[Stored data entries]
= = =
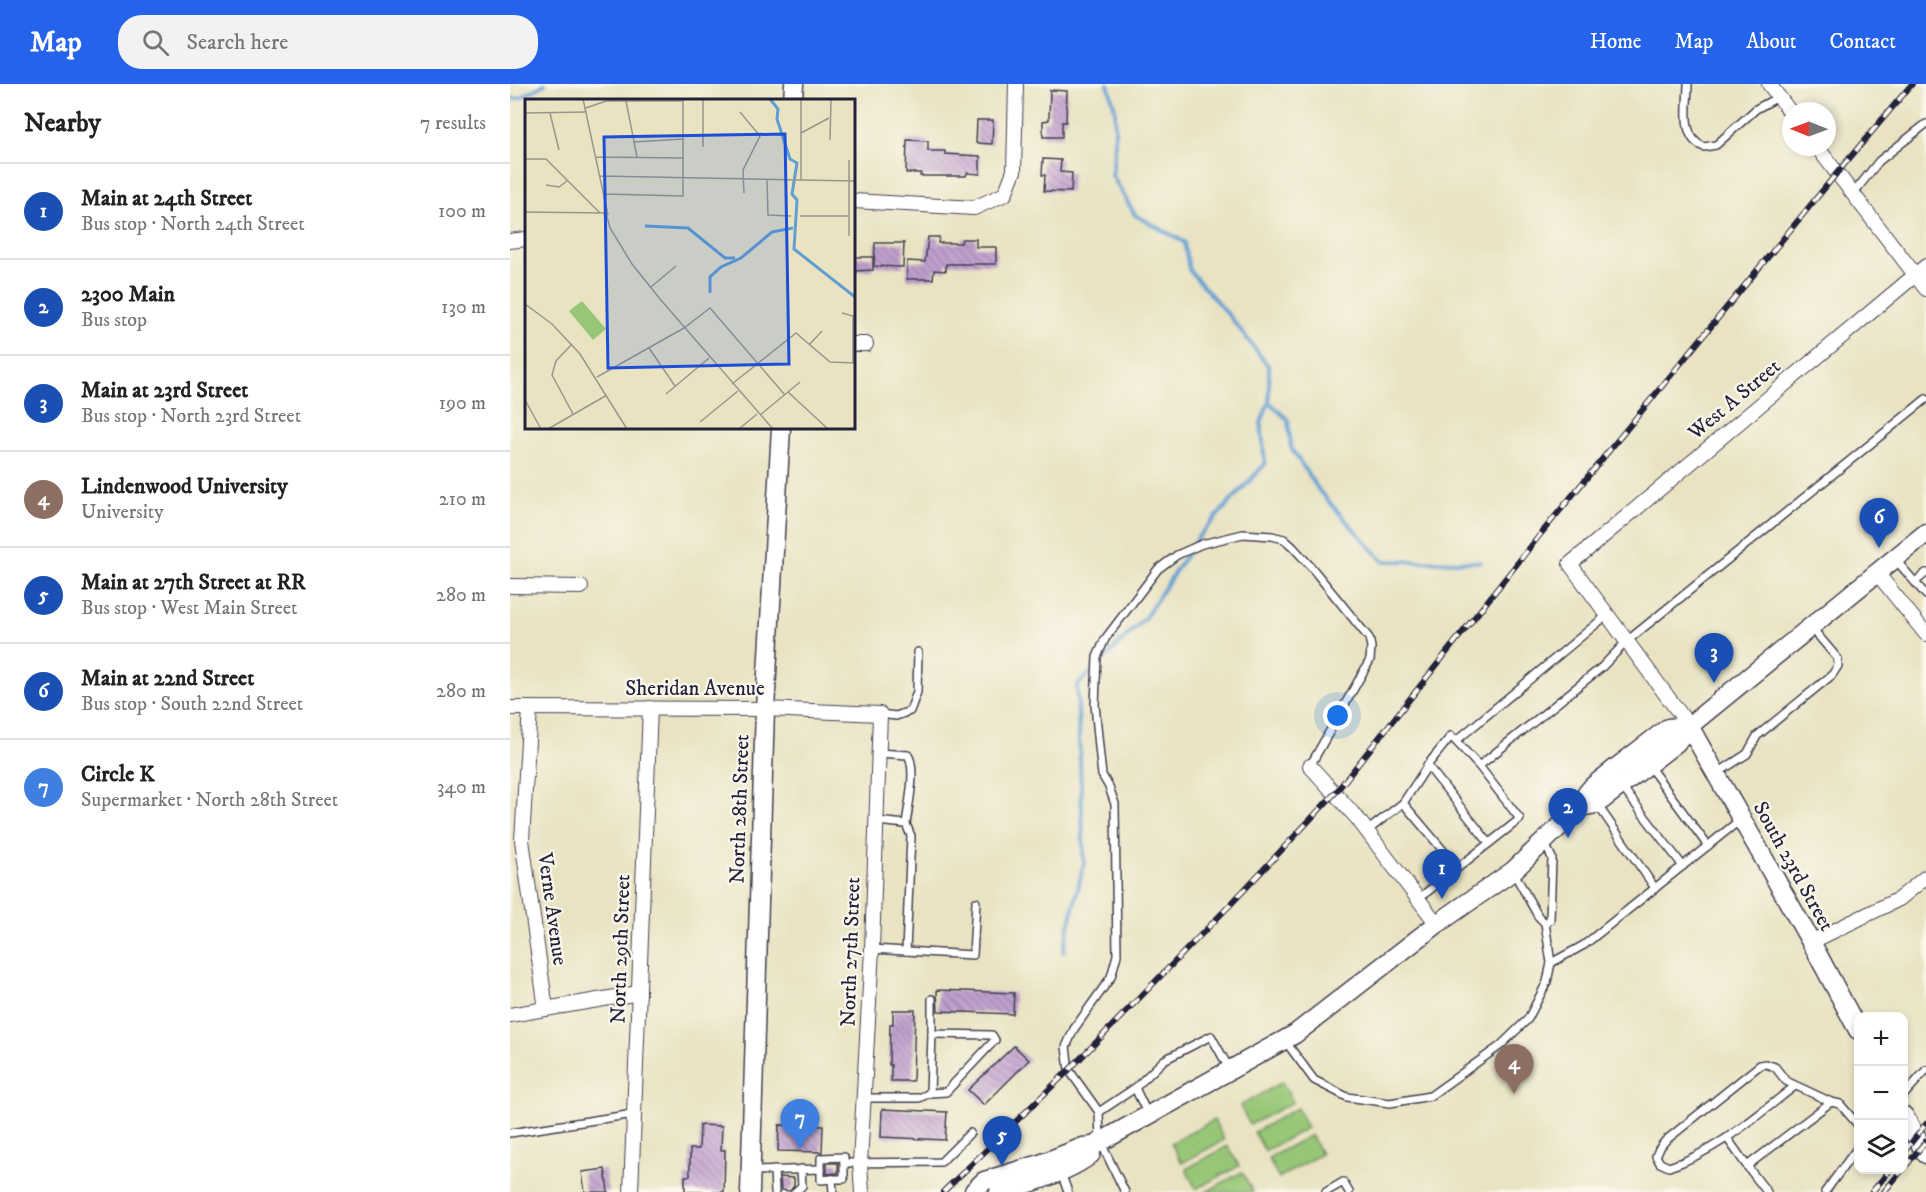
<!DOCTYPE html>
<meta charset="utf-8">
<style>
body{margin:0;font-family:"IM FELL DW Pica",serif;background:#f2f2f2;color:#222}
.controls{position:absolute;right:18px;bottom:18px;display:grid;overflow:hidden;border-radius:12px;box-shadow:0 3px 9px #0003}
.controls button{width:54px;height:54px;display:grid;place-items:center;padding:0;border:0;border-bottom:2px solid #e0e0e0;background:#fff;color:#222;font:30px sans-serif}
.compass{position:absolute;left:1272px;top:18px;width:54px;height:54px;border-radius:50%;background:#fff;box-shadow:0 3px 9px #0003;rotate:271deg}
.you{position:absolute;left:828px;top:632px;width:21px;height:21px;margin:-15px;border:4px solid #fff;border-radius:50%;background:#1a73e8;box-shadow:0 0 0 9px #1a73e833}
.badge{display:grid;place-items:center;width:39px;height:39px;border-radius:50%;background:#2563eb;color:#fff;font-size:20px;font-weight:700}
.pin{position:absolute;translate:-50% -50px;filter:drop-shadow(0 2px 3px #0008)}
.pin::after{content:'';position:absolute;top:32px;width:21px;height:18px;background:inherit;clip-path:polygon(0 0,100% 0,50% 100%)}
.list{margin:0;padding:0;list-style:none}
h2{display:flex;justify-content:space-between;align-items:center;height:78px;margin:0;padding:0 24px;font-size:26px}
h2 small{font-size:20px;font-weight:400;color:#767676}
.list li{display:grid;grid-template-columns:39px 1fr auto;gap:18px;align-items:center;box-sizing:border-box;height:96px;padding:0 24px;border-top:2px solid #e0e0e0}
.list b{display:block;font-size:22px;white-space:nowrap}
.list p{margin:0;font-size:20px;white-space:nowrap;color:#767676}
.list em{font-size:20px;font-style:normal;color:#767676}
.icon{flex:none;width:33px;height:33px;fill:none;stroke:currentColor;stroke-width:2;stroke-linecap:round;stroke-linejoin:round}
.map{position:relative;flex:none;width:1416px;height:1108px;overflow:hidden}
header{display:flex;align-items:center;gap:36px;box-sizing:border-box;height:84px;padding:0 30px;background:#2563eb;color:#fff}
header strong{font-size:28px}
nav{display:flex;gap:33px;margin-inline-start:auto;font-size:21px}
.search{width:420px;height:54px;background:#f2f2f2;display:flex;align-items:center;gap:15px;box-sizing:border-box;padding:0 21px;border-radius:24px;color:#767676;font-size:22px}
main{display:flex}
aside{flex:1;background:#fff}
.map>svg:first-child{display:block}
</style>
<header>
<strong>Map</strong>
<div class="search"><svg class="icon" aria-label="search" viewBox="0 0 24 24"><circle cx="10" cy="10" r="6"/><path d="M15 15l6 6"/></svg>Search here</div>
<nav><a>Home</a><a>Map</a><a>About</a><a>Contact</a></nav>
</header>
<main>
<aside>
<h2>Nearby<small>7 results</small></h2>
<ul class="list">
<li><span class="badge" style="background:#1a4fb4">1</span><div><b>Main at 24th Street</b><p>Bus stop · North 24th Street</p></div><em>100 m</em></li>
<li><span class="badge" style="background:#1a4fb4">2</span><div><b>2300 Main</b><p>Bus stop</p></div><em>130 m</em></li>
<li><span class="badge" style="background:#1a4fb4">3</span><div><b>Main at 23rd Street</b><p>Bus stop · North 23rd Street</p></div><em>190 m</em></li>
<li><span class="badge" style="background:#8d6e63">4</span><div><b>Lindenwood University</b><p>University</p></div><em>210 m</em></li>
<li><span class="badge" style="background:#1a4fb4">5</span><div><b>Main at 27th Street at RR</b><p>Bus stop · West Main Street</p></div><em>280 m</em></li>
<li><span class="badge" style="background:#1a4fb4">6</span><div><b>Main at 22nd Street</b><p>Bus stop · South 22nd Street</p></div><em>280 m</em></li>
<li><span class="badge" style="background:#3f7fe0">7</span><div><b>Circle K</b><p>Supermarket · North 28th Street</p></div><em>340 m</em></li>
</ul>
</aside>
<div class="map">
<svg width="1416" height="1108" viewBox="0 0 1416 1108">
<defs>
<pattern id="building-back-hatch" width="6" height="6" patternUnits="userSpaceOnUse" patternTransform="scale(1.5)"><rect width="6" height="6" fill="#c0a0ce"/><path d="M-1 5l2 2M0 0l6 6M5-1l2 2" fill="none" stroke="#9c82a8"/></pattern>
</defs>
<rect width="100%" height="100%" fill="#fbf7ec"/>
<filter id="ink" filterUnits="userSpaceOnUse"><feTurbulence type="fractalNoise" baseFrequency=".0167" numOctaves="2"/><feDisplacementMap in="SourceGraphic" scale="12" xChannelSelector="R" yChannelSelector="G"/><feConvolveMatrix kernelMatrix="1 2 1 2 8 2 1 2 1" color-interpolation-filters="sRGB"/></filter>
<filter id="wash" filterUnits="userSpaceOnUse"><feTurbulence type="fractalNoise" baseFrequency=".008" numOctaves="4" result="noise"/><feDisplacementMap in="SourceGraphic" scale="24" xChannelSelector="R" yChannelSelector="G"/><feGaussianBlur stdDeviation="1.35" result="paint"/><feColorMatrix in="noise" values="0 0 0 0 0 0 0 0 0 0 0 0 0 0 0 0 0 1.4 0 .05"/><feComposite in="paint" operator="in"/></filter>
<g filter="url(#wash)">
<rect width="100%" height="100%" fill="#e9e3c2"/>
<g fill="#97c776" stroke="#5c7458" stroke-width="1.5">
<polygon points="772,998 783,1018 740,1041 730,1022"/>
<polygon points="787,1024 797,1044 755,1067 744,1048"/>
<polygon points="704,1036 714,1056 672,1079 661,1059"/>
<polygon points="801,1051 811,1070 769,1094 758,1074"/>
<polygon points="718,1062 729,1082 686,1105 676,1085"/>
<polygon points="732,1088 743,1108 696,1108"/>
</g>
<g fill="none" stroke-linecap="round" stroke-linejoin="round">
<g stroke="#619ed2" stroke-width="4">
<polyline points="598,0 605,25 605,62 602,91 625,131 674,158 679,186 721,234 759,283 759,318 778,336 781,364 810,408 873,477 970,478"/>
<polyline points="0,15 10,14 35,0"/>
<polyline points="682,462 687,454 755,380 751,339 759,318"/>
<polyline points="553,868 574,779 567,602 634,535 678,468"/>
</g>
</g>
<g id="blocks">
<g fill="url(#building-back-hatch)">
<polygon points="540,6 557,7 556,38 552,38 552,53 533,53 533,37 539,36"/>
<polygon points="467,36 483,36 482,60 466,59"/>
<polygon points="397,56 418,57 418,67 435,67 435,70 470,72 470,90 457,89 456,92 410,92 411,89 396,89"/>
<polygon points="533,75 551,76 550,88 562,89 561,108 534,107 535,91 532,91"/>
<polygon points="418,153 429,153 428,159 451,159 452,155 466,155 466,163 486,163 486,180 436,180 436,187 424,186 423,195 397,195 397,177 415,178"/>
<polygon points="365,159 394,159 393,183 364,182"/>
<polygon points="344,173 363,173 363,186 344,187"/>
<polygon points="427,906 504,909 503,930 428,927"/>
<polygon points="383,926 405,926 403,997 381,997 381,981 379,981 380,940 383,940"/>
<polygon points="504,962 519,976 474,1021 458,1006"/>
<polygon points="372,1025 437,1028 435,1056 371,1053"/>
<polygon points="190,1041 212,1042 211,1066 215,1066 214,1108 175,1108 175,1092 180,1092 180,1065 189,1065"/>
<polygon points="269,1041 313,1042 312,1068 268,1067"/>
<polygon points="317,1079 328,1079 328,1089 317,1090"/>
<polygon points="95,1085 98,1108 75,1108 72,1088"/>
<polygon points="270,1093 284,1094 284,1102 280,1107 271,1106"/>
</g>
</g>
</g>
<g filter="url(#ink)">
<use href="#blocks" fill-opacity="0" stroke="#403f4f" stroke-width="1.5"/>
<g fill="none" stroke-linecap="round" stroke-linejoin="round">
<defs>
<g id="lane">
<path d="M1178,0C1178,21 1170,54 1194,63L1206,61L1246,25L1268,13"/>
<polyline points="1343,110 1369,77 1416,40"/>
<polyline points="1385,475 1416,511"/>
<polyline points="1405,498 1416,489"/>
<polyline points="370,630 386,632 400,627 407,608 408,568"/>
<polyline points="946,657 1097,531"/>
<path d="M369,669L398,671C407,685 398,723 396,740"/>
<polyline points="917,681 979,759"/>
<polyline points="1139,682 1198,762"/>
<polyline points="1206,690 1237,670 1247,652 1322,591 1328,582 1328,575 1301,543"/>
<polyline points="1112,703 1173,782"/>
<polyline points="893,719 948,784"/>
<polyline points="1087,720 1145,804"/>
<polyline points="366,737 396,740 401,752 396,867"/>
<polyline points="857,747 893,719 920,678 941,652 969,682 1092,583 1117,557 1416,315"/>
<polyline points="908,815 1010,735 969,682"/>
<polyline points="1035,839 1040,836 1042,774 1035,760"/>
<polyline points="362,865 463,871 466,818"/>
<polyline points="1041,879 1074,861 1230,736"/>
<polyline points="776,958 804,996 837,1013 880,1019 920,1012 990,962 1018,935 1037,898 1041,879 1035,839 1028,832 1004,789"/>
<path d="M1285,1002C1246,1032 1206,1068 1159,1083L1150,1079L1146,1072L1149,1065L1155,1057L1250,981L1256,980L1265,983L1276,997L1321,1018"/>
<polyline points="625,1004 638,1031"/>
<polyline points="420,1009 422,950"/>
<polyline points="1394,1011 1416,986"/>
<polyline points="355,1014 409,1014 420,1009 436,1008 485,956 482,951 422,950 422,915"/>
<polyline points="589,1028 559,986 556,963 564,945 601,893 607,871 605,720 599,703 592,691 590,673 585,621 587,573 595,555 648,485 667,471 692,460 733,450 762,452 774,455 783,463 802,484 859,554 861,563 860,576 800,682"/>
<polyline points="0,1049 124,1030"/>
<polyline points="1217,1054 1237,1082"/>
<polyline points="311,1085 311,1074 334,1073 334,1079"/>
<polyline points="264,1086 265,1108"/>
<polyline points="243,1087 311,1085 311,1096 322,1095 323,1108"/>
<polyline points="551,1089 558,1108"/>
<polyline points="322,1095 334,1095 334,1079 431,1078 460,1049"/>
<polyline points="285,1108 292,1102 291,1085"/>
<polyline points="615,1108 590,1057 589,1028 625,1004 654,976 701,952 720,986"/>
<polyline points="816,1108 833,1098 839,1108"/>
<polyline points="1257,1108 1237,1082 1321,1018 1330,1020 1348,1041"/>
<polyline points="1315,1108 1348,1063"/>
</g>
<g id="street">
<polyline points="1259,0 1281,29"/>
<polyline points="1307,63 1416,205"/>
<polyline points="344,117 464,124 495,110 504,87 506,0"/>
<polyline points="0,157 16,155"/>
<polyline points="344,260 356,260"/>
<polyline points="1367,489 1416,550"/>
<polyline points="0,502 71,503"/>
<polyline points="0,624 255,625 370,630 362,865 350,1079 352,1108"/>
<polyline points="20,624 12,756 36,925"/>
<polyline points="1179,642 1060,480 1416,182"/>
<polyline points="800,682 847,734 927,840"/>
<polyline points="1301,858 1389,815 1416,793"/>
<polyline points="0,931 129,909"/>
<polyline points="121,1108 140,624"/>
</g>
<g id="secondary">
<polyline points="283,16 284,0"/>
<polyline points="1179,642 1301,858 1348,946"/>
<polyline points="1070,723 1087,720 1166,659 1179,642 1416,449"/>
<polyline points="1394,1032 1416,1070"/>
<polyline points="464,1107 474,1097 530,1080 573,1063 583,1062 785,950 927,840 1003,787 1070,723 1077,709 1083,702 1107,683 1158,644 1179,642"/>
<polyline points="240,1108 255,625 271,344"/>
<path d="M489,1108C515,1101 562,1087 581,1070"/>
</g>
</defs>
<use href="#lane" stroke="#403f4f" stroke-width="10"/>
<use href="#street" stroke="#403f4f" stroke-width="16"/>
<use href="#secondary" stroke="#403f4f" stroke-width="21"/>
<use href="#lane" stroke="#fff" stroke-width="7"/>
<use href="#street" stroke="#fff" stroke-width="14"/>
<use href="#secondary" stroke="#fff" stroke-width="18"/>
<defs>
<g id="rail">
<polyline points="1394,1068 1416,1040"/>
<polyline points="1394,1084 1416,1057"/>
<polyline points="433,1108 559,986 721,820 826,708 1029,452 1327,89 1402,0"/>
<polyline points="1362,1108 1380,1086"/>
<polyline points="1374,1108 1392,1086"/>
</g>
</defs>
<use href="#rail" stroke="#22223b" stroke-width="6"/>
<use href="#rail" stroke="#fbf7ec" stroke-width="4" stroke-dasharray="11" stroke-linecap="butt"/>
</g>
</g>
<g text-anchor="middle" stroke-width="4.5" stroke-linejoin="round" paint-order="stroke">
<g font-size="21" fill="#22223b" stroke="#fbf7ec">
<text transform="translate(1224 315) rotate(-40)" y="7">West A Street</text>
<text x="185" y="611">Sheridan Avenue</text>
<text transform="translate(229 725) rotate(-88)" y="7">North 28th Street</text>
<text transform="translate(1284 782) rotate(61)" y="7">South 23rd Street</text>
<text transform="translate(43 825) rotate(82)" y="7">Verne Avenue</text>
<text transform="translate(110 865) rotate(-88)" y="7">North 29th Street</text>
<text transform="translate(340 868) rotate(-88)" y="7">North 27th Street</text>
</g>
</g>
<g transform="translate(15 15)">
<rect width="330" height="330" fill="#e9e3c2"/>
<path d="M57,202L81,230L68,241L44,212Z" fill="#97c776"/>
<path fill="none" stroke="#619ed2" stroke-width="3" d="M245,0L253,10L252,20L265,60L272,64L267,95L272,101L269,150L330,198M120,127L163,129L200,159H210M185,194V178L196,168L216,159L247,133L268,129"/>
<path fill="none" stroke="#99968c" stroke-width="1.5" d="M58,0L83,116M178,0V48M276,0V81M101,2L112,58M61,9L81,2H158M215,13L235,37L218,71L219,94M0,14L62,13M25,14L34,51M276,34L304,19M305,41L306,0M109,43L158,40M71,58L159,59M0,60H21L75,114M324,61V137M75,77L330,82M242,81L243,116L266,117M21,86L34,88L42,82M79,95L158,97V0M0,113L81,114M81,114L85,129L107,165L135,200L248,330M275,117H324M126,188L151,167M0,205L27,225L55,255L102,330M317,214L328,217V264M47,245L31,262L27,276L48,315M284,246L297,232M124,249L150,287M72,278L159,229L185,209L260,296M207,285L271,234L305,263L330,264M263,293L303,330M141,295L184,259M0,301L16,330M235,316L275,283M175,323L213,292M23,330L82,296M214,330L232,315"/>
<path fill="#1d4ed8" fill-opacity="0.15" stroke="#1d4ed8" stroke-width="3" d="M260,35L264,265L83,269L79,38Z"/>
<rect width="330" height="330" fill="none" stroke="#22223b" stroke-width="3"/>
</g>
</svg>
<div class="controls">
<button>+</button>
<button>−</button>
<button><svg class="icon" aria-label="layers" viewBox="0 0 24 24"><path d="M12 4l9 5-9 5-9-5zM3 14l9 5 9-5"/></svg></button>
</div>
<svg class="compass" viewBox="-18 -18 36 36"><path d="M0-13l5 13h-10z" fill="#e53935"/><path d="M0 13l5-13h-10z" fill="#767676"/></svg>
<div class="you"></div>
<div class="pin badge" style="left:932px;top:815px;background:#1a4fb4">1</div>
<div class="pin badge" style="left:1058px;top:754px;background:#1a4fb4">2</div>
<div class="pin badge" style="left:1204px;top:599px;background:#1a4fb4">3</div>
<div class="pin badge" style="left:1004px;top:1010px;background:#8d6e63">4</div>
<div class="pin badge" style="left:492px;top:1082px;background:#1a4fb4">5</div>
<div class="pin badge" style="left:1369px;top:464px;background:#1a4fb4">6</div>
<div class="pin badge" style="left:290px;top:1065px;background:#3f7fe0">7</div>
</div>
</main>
= = =
What you should do -
Return only the lines from the start of the data through the line that contains "-50px;filter:drop-shadow(0 2px 3px", please, copying them exactly and omitting all pictures.

Solution below -
<!DOCTYPE html>
<meta charset="utf-8">
<style>
body{margin:0;font-family:"IM FELL DW Pica",serif;background:#f2f2f2;color:#222}
.controls{position:absolute;right:18px;bottom:18px;display:grid;overflow:hidden;border-radius:12px;box-shadow:0 3px 9px #0003}
.controls button{width:54px;height:54px;display:grid;place-items:center;padding:0;border:0;border-bottom:2px solid #e0e0e0;background:#fff;color:#222;font:30px sans-serif}
.compass{position:absolute;left:1272px;top:18px;width:54px;height:54px;border-radius:50%;background:#fff;box-shadow:0 3px 9px #0003;rotate:271deg}
.you{position:absolute;left:828px;top:632px;width:21px;height:21px;margin:-15px;border:4px solid #fff;border-radius:50%;background:#1a73e8;box-shadow:0 0 0 9px #1a73e833}
.badge{display:grid;place-items:center;width:39px;height:39px;border-radius:50%;background:#2563eb;color:#fff;font-size:20px;font-weight:700}
.pin{position:absolute;translate:-50% -50px;filter:drop-shadow(0 2px 3px #0008)}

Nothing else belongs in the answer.